# Favorite snapper jigs



## saltwater4life (Aug 5, 2010)

Whats yalls favorite jig for snapper? or even favorite jig in general, not for tuna. Im looking for input on jig recomendations for snapper, aj, grouper. I never really get out far enough for any tuna

S4L


----------



## red34 (Jun 2, 2004)

We did really well on the 120g and 180g Jackals in purple last time I fished snapper. For AJs and grouper, I love the Jitterbel 320g

Jackal









Jitterbel









Also, for those of you who have been missing them, I just ordered Jitterbels in 420g. We'll see how they do and if they're going to make it back into the regular rotation.

http://oceantackle.net/Jigs.php


----------



## alvinslash (Jan 14, 2012)

bridgeport jigg is the way to go. for snapps all you nead is a bare shiney hook


----------



## delliott00 (Mar 6, 2007)

red34 said:


> We did really well on the 120g and 180g Jackals in purple last time I fished snapper. For AJs and grouper, I love the Jitterbel 320g


Yeah we had no problem limiting out on big snapper with those. That was a riot! Can't complain when you have to stop snapper fishing after the first 20 minutes  ....but hey they are endangered LOL....

Got those two OTI jigging rods set up with the Avets. Can't wait to try em out. Should be a great lightweight jigging setup, but still stout enough to handle some nice AJs or groups. Thanks again....

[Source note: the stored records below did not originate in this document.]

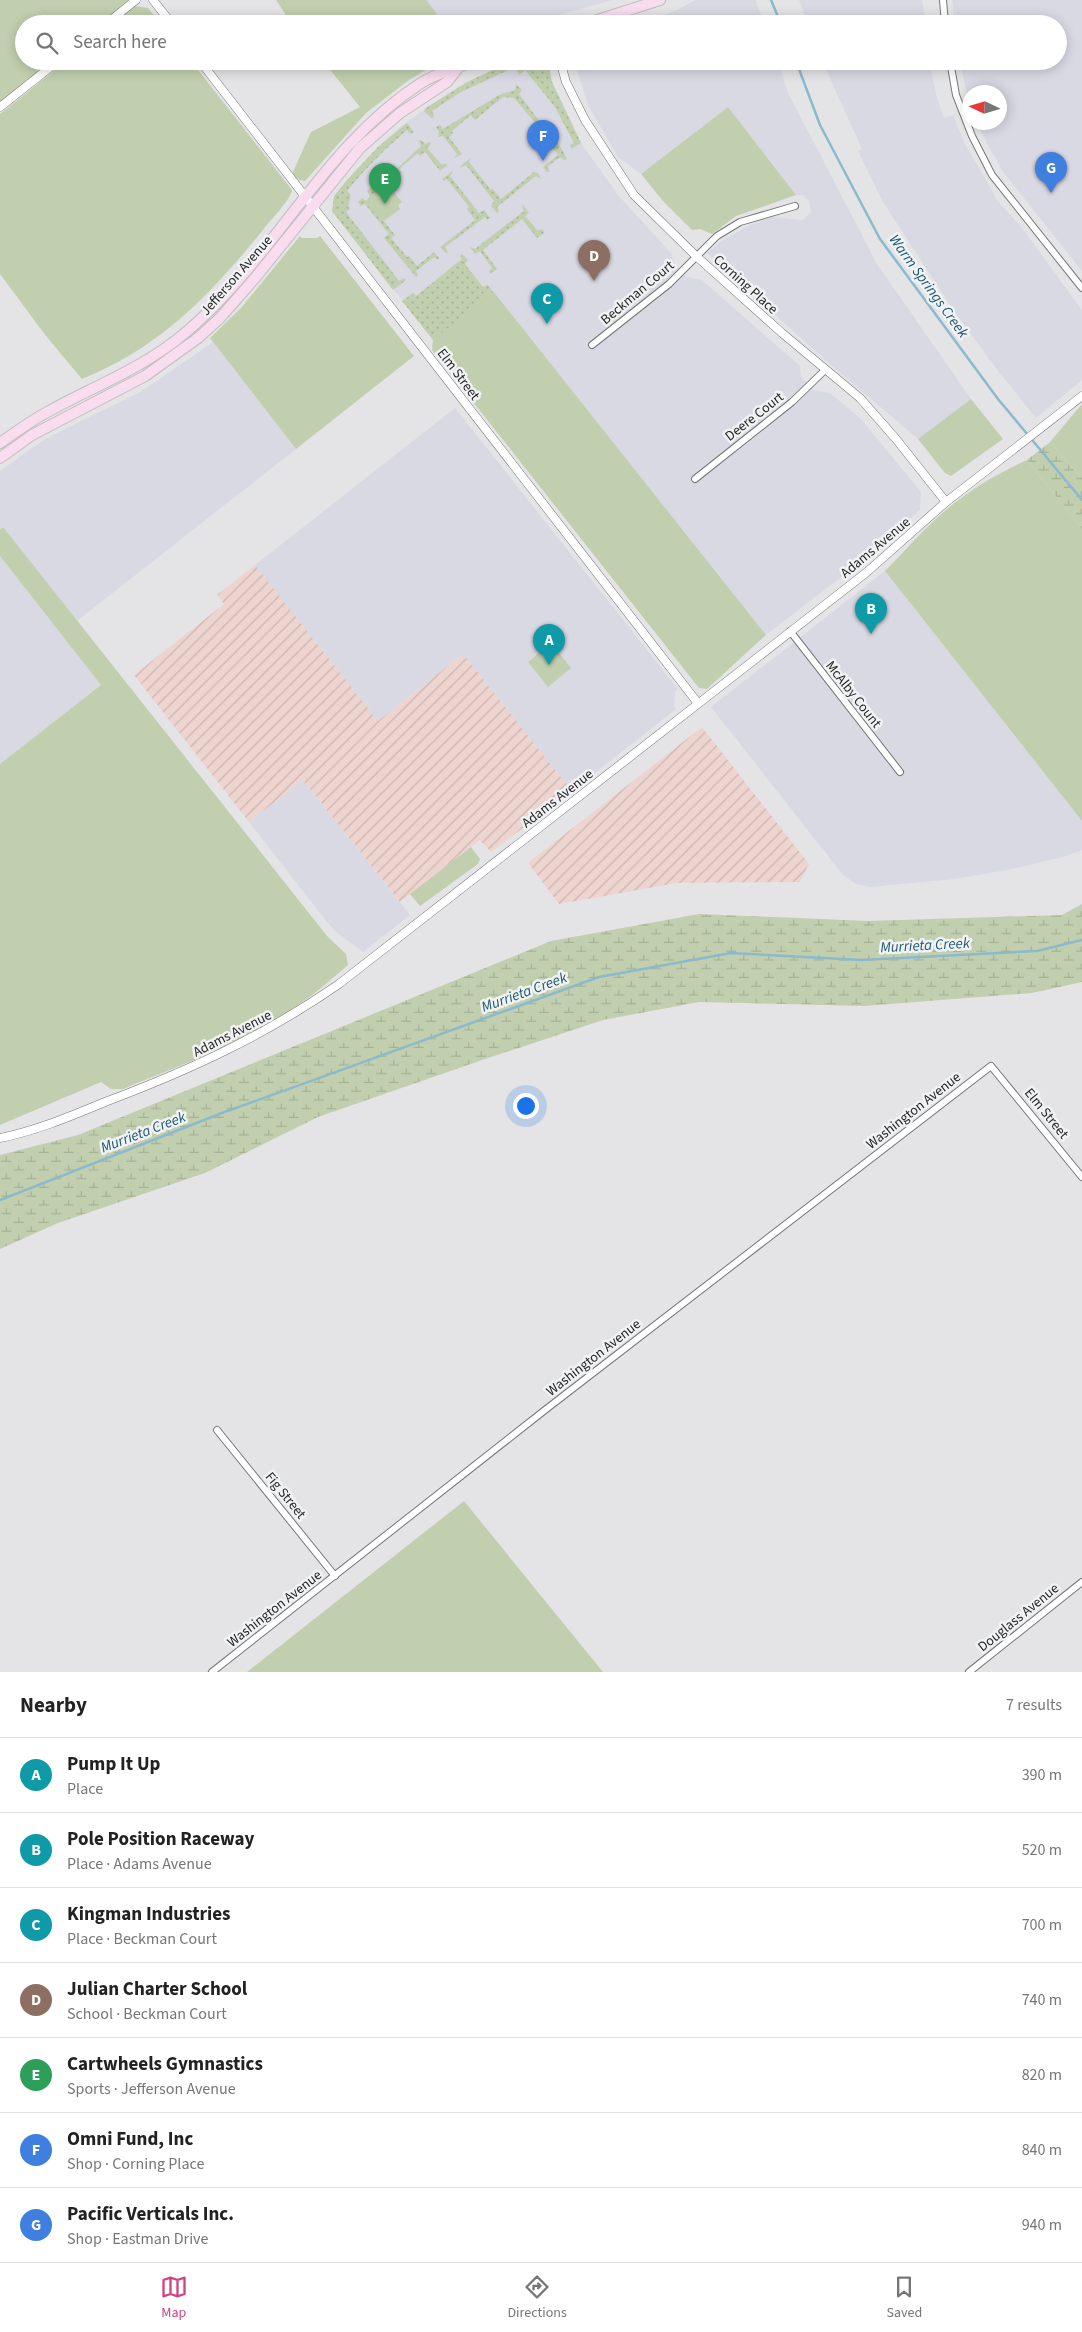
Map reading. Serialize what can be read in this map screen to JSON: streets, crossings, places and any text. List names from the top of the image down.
{
  "streets": {
    "main road": ["Jefferson Avenue"],
    "street": [
      "Corning Place",
      "Beckman Court",
      "Elm Street",
      "Deere Court",
      "Adams Avenue",
      "McAlby Count",
      "Washington Avenue",
      "Fig Street",
      "Douglass Avenue"
    ]
  },
  "crossings": [
    ["Jefferson Avenue", "Elm Street"],
    ["Corning Place", "Beckman Court"],
    ["Corning Place", "Deere Court"],
    ["Corning Place", "Adams Avenue"],
    ["Elm Street", "Adams Avenue"],
    ["Elm Street", "Washington Avenue"],
    ["Adams Avenue", "McAlby Count"],
    ["Washington Avenue", "Fig Street"]
  ],
  "water": ["Warm Springs Creek", "Murrieta Creek"],
  "north": "left",
  "page": {
    "search": "Search here",
    "pins": [
      "F",
      "G",
      "E",
      "D",
      "C",
      "B",
      "A"
    ],
    "heading": ["Nearby", "7 results"],
    "list": [
      {
        "mark": "A",
        "name": "Pump It Up",
        "note": "Place",
        "value": "390 m"
      },
      {
        "mark": "B",
        "name": "Pole Position Raceway",
        "note": "Place · Adams Avenue",
        "value": "520 m"
      },
      {
        "mark": "C",
        "name": "Kingman Industries",
        "note": "Place · Beckman Court",
        "value": "700 m"
      },
      {
        "mark": "D",
        "name": "Julian Charter School",
        "note": "School · Beckman Court",
        "value": "740 m"
      },
      {
        "mark": "E",
        "name": "Cartwheels Gymnastics",
        "note": "Sports · Jefferson Avenue",
        "value": "820 m"
      },
      {
        "mark": "F",
        "name": "Omni Fund, Inc",
        "note": "Shop · Corning Place",
        "value": "840 m"
      },
      {
        "mark": "G",
        "name": "Pacific Verticals Inc.",
        "note": "Shop · Eastman Drive",
        "value": "940 m"
      }
    ],
    "nav": ["Map", "Directions", "Saved"]
  }
}
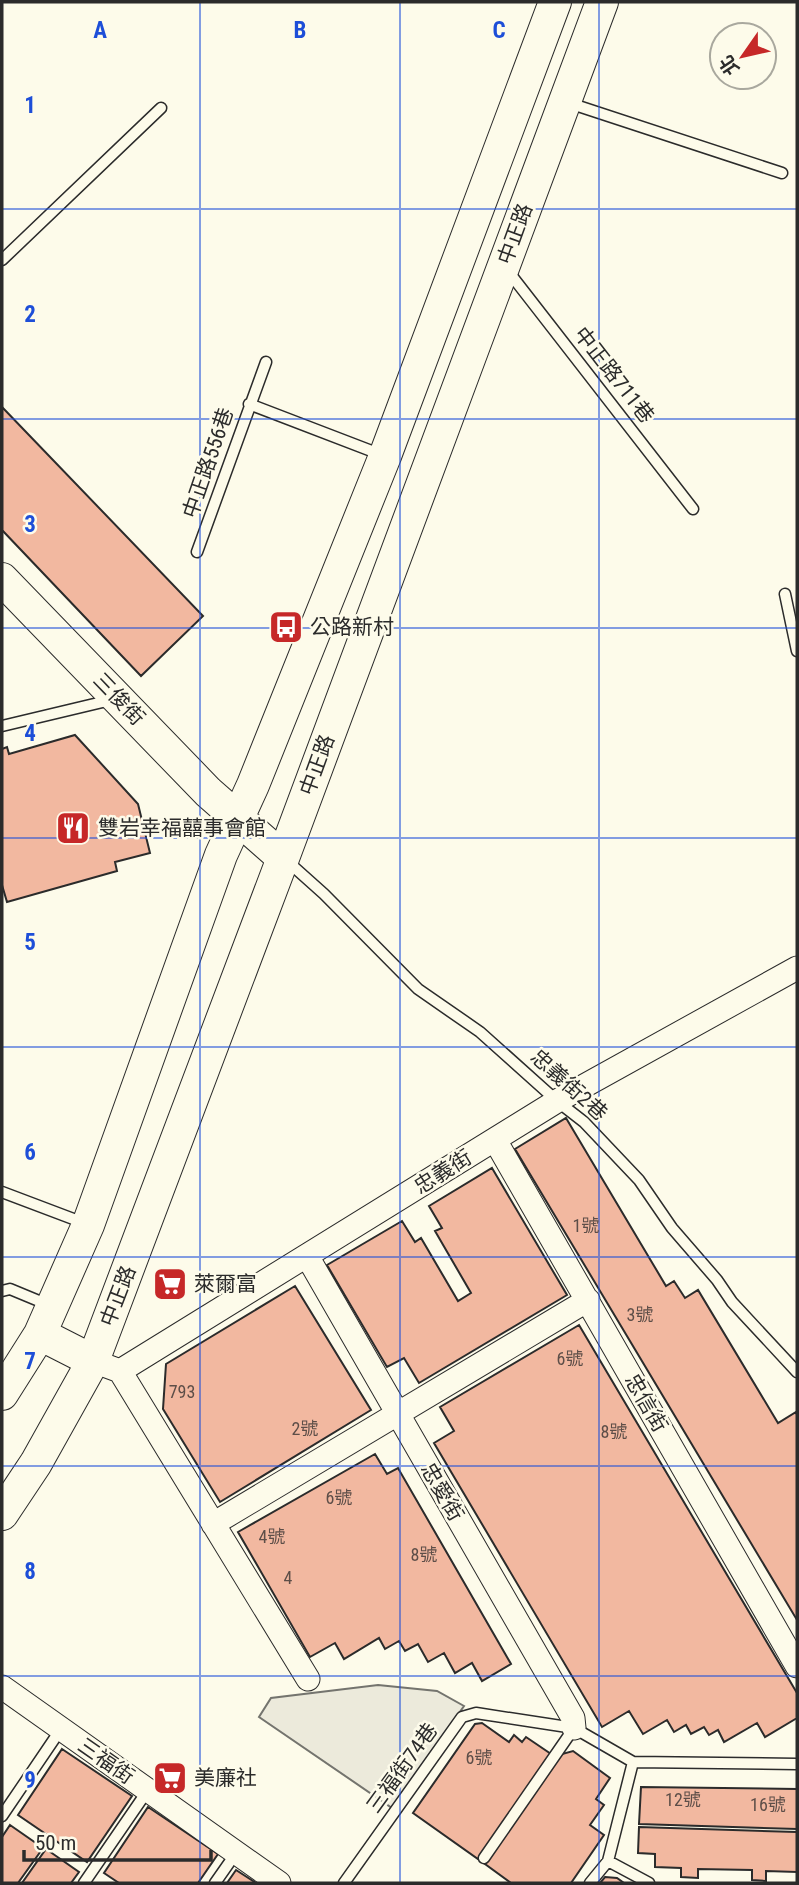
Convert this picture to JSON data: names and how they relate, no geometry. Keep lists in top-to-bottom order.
{
  "streets": {
    "main road": ["中正路", "三俊街"],
    "street": [
      "忠義街",
      "忠信街",
      "忠愛街",
      "三福街"
    ],
    "lane": [
      "中正路711巷",
      "中正路556巷",
      "忠義街2巷",
      "三福街74巷"
    ]
  },
  "crossings": [
    ["中正路", "中正路711巷"],
    ["中正路", "中正路556巷"],
    ["中正路", "三俊街"],
    ["中正路", "忠義街2巷"],
    ["中正路", "忠義街"],
    ["三俊街", "忠義街2巷"],
    ["忠義街2巷", "忠義街"],
    ["忠義街", "忠信街"],
    ["忠義街", "忠愛街"],
    ["忠愛街", "三福街74巷"]
  ],
  "places": {
    "bus stop": ["公路新村"],
    "restaurant": ["雙岩幸福囍事會館"],
    "supermarket": ["萊爾富", "美廉社"]
  },
  "house_numbers": [
    "1號",
    "3號",
    "6號",
    "793",
    "2號",
    "8號",
    "6號",
    "4號",
    "8號",
    "4",
    "6號",
    "12號",
    "16號"
  ],
  "scale_bar": "50 m",
  "north": "bottom left",
  "grid": {
    "columns": ["A", "B", "C"],
    "rows": [
      "1",
      "2",
      "3",
      "4",
      "5",
      "6",
      "7",
      "8",
      "9"
    ]
  }
}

All I need now is maybe a decent offshore spinning setup for sightcasting chickens/ling. Nothing over the top, maybe an Okuma Cedros 55? Need to discuss over a beer....

-Dave


----------



## ksong (Jun 30, 2004)

When I fished on overnight trip on the Big E, I noticed many fishermen use long jigs for yft or blackfin. But I can assure that your catches will be increased sharply when you use short jigs.

Same goes to snapper jigging. 
If you catch snapper on long jigs, you'd do much better with short jigs.


----------



## Fordzilla06 (Oct 14, 2010)

Snapper slapper, the bigger the better.


----------



## hog (May 17, 2006)

http://themagicmann.com/offshorejigs.htm
Pretty nic report on jigs ti use.

Kil, i wish you would do a video or copy paste one if your reports you might have made in the past on the proper technique for using the Hooker 1 for tuna. Kinda like you would if you were on one of the night floater trips done down our way.

Most folks i ask that to say - watch the fish finder---drop to the area- and place in the rod holder and let the rockings of the boat make the slow movements-- just wanting to know your ideas

Thks, 
Hog


----------